(Source data)
□ □ □ □ □ □ □

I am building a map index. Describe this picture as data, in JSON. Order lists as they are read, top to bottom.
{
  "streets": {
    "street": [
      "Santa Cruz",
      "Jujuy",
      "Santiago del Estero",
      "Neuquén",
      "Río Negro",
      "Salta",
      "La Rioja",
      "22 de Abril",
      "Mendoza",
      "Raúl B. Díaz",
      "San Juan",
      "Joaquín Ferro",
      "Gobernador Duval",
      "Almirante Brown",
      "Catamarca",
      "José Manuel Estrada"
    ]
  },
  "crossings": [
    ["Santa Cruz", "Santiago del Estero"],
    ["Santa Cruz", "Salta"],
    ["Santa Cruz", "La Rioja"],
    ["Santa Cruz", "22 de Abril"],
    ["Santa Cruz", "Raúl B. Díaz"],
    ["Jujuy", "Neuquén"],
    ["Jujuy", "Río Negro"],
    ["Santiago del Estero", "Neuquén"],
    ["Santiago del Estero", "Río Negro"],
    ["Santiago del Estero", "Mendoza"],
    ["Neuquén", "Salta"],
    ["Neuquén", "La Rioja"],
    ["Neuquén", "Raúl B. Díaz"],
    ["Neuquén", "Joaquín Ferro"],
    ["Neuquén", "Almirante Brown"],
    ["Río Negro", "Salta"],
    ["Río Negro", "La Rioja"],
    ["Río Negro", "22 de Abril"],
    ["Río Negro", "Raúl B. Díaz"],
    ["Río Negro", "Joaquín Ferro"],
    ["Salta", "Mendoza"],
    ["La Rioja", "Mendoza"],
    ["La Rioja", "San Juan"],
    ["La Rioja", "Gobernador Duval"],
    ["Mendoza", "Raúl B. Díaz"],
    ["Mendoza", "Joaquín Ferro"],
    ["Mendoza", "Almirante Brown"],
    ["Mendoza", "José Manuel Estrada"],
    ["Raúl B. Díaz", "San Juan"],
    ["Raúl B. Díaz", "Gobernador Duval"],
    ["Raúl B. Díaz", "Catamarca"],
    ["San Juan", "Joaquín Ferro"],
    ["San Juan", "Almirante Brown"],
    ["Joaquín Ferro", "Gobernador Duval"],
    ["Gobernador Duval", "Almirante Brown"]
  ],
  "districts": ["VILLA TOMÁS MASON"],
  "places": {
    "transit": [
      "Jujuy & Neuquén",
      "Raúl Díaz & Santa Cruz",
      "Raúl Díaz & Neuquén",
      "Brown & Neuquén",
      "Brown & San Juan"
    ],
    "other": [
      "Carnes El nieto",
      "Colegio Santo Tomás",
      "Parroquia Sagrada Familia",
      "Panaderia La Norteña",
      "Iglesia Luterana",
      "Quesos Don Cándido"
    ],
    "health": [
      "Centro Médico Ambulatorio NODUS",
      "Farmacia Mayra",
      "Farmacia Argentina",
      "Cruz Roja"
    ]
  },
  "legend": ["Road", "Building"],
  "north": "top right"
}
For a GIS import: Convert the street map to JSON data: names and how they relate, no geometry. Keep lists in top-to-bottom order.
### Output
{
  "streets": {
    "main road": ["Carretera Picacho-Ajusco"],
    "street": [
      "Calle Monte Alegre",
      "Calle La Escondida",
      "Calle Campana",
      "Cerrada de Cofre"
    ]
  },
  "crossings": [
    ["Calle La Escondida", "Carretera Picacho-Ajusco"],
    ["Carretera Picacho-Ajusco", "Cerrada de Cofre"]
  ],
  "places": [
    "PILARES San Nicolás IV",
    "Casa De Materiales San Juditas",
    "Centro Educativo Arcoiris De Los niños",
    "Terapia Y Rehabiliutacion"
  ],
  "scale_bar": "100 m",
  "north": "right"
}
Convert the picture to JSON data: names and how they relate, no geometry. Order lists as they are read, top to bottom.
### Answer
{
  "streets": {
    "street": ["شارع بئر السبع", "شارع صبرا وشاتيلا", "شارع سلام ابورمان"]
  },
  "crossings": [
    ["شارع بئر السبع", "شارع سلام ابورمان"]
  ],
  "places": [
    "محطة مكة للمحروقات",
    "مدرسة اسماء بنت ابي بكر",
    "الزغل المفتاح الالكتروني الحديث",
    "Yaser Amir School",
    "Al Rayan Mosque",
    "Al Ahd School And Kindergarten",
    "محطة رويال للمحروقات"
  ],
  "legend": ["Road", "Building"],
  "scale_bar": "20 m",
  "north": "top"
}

□ □ □ □ □ □ □

Every line of the records that includes the word "they" should be gathered.

I am building a map index. Describe this picture as data, in JSON. Order lists as they are read, top to bottom.
For a GIS import: Convert the street map to JSON data: names and how they relate, no geometry. Keep lists in top-to-bottom order.
Convert the picture to JSON data: names and how they relate, no geometry. Order lists as they are read, top to bottom.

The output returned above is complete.